Jose Mourinho’s return to Stamford Bridge was always going to have as much spice as a Vindaloo, even if the on-pitch action was expected to be a little stale. The match itself had fireworks from the off, which only fired up the two men in the touchline.
Two of the league’s most openly expressive managers clashed. Mourinho, in a moment of astounding hypocrisy, did not like the way that Antonio Conte celebrated. Well, Mourinho claims this is why he made such a fuss, of course. There is a significant chance that this is a typical plot from the former Real Madrid manager to create a different discussion and minimise the public post mortem of another shoddy Manchester United showing.

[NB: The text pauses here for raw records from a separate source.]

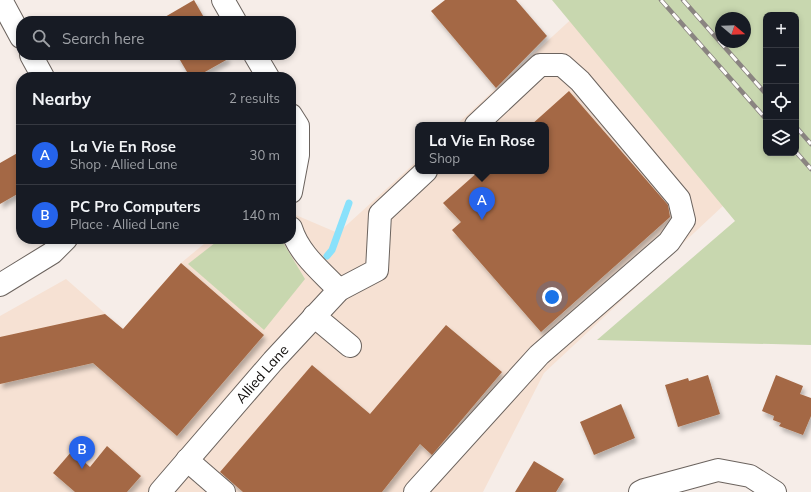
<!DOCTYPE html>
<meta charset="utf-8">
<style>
:root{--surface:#171b24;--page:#242831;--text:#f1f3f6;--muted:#9ea1a6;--line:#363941;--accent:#2563eb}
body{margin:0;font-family:Mulish,sans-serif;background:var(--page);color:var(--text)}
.controls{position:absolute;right:12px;top:12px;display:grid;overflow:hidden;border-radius:8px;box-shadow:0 2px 6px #0003}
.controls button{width:36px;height:36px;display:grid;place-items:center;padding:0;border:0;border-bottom:1px solid var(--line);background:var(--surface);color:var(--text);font:20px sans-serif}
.compass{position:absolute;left:715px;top:12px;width:36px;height:36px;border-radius:50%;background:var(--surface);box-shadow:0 2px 6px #0003;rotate:109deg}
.you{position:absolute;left:552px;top:297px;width:14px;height:14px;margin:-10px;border:3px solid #fff;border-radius:50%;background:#1a73e8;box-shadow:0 0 0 6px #1a73e833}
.badge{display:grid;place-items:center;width:26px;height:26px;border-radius:50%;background:var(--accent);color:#fff;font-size:13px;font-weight:700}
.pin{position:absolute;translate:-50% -33px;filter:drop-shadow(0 1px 2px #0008)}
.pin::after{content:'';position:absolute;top:21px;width:14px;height:12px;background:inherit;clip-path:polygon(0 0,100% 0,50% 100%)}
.popup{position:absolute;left:415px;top:122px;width:134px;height:52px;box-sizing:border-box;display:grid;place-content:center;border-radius:8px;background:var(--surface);filter:drop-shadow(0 1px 3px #0005);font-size:13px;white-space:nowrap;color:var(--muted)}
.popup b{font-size:15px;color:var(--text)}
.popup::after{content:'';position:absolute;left:50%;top:100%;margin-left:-8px;border:8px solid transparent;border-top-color:var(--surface)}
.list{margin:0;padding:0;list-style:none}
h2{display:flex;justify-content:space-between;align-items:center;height:52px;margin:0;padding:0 16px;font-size:17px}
h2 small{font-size:13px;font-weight:400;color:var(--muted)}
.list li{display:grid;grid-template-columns:26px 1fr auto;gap:12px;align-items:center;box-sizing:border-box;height:60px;padding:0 16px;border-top:1px solid var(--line)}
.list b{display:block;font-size:15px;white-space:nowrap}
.list p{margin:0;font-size:13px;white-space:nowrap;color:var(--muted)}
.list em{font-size:13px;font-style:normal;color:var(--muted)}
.icon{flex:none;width:22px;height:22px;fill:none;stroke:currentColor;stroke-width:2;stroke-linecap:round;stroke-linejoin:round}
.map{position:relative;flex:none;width:811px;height:492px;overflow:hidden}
.search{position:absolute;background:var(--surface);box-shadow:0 2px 6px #0003;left:16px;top:16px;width:280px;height:44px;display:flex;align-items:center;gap:10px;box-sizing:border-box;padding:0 14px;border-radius:16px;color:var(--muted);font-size:15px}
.panel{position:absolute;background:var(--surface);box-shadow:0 2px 6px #0003;left:16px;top:72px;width:280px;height:172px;border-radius:16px}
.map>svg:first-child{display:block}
.commercial{fill:#f6e1d3}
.green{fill:#c8d7af;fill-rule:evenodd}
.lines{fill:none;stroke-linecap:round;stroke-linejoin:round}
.stream{stroke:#89e1fb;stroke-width:7}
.building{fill:#a46844;filter:url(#shadow)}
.minor-casing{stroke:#6b635e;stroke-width:24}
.minor{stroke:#fff;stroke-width:22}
.rail-casing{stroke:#8a8481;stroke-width:4.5}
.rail{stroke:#fefcfb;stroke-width:3;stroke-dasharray:9;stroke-linecap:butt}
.labels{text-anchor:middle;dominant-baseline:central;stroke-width:3.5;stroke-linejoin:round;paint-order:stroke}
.street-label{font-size:14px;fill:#0f0c0a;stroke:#fefcfb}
</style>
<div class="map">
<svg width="811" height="492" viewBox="0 0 811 492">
<defs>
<filter id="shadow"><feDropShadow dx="2.5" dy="4.5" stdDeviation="2" flood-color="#0004"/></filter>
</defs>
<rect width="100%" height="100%" fill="#f6ede8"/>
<path class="commercial" d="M578 13 740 190 544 373 483 492H0V316L66 279 123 329 181 263 210 239H291V213L338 233 418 160V171H546V125H456Z"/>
<g class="green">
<path d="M552 0H811V345L597 340 735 221ZM766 15H796V153H766ZM721 18H745V42H721Z"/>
<path d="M220 239H281L305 279 264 330 188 264Z"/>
</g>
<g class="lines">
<path class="stream" d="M327 256 332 250 349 203"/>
</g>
<g class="building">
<path d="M194 0 206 21H158Z"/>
<path d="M445 0H516L547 36 496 88 431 11Z"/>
<path d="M177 55H226L228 59 196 77H190Z"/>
<path d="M569 91 668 205 670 217 541 332 452 230 461 222 443 203 479 171H546V125H531Z"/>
<path d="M21 151V192L0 204V163Z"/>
<path d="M181 263 264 335 177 436 93 363 0 384V337L105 314 123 329Z"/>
<path d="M446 325 502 372 432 455 420 444 382 492H243L220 472 312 365 370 414Z"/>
<path d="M708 375 720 414 678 427 665 385 688 378 689 381Z"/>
<path d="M776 375 803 386 800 394 811 398V416L803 435 779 426 781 423 773 420 774 416 762 411Z"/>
<path d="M621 404 635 438 594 455 580 422Z"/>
<path d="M107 446 141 476 127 492H75L53 473 72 451 90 467Z"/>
<path d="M534 461 564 479 556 492H515Z"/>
</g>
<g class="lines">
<g class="minor-casing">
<g id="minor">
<path d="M1 0 21 37"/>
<path d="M223 0 235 21"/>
<path d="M31 55 43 77"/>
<path d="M255 55 268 77"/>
<path d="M291 115 298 126V155L291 192"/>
<path d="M291 228C299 254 321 271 339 290"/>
<path d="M0 285 52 253 66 239"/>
<path d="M314 316 350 346"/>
<path d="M187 460 224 492"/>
<path id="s1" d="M160 492 273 361 339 290 377 270 380 214 426 171"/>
<path d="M415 492 539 355 669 242 684 220 679 199 580 81 562 65H540L476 125"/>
<path d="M640 492 644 490 718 470 750 476 775 492"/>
</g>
</g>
<use href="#minor" class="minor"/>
<g class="rail-casing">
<g id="rail">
<path d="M661 0 766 119"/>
<path d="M683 0 766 94"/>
<path d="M796 127 811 144"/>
<path d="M796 152 811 169"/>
</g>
</g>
<use href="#rail" class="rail"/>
</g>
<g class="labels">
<g class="street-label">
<text stroke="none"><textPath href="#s1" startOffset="156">Allied Lane</textPath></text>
</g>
</g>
</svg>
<div class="controls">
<button>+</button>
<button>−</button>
<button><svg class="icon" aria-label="locate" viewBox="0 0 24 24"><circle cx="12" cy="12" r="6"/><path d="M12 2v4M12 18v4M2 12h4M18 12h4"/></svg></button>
<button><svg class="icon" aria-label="layers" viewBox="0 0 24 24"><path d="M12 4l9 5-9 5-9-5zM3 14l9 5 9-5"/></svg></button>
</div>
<svg class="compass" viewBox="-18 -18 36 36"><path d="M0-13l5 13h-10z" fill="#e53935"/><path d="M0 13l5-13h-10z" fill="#9ea1a6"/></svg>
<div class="you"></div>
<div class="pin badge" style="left:482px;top:220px">A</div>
<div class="popup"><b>La Vie En Rose</b>Shop</div>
<div class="pin badge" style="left:82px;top:469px">B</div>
<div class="search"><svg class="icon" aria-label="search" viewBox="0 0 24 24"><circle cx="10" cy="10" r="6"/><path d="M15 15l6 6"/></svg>Search here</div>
<section class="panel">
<h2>Nearby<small>2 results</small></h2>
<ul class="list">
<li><span class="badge">A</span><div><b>La Vie En Rose</b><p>Shop · Allied Lane</p></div><em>30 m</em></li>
<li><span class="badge">B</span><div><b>PC Pro Computers</b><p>Place · Allied Lane</p></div><em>140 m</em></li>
</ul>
</section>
</div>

Mourinho’s rocky past with Chelsea, along with being the club’s most successful manager of all-time, will always make his returns to Stamford Bridge emotive. When this is partnered with an emphatic Chelsea victory and a vibrant, hyperactive manager in the opposing dugout, it was inevitable that something, or someone, would find their place under Mourinho’s skin and on the end of some typical tabloid-aimed bullets.
Even without the Stamford Bridge backdrop or bitter, recent rivalry between their two clubs, Jose Mourinho and Antonio Conte are two personalities that would clash. They have distinct similarities in some aspects, high emotion being the most evident, while both adopt slightly different approaches on the touchline. As has so often been suggested, Conte is more like the mid-2000s Mourinho, excitable, energetic, flamboyant. Mourinho must not be able to help seeing his former self, whilst he has – for the most part – become a snarling, less-reactive figure on the touchline.
Managerial rivalries are, by their very definition, petty. Triggered by testosterone fuelled aggression and continued while post-game emotions are still running high, they seldom have the chance to subside. The anger, frustration and bitter taste rumbles under the surface until the two men meet again. Sometimes without the troublesome, yet meaningless, pre-game handshake, rivalries can continue for years, they can become a bookmark for a manager’s career.
Conte and Mourinho possess all the trademarks of a marathon rivalry. Two clubs who are often competing close to each other in the league standings, two clubs who will regularly face one another in additional cup matches and the overwhelming history that already makes this such a bitter contest, it is hard to see how these two stubborn, hardened competitors will resolve their differences. Once it has begun, managers rarely return to a civil relationship.
Any long-term bubbling rivalry between these two relies on one thing; that they both stay in their respective jobs. That, with Mourinho’s track record and Roman Abramovich’s historical impatience, is the greatest threat to what could be one of the Premier League’s classic battles.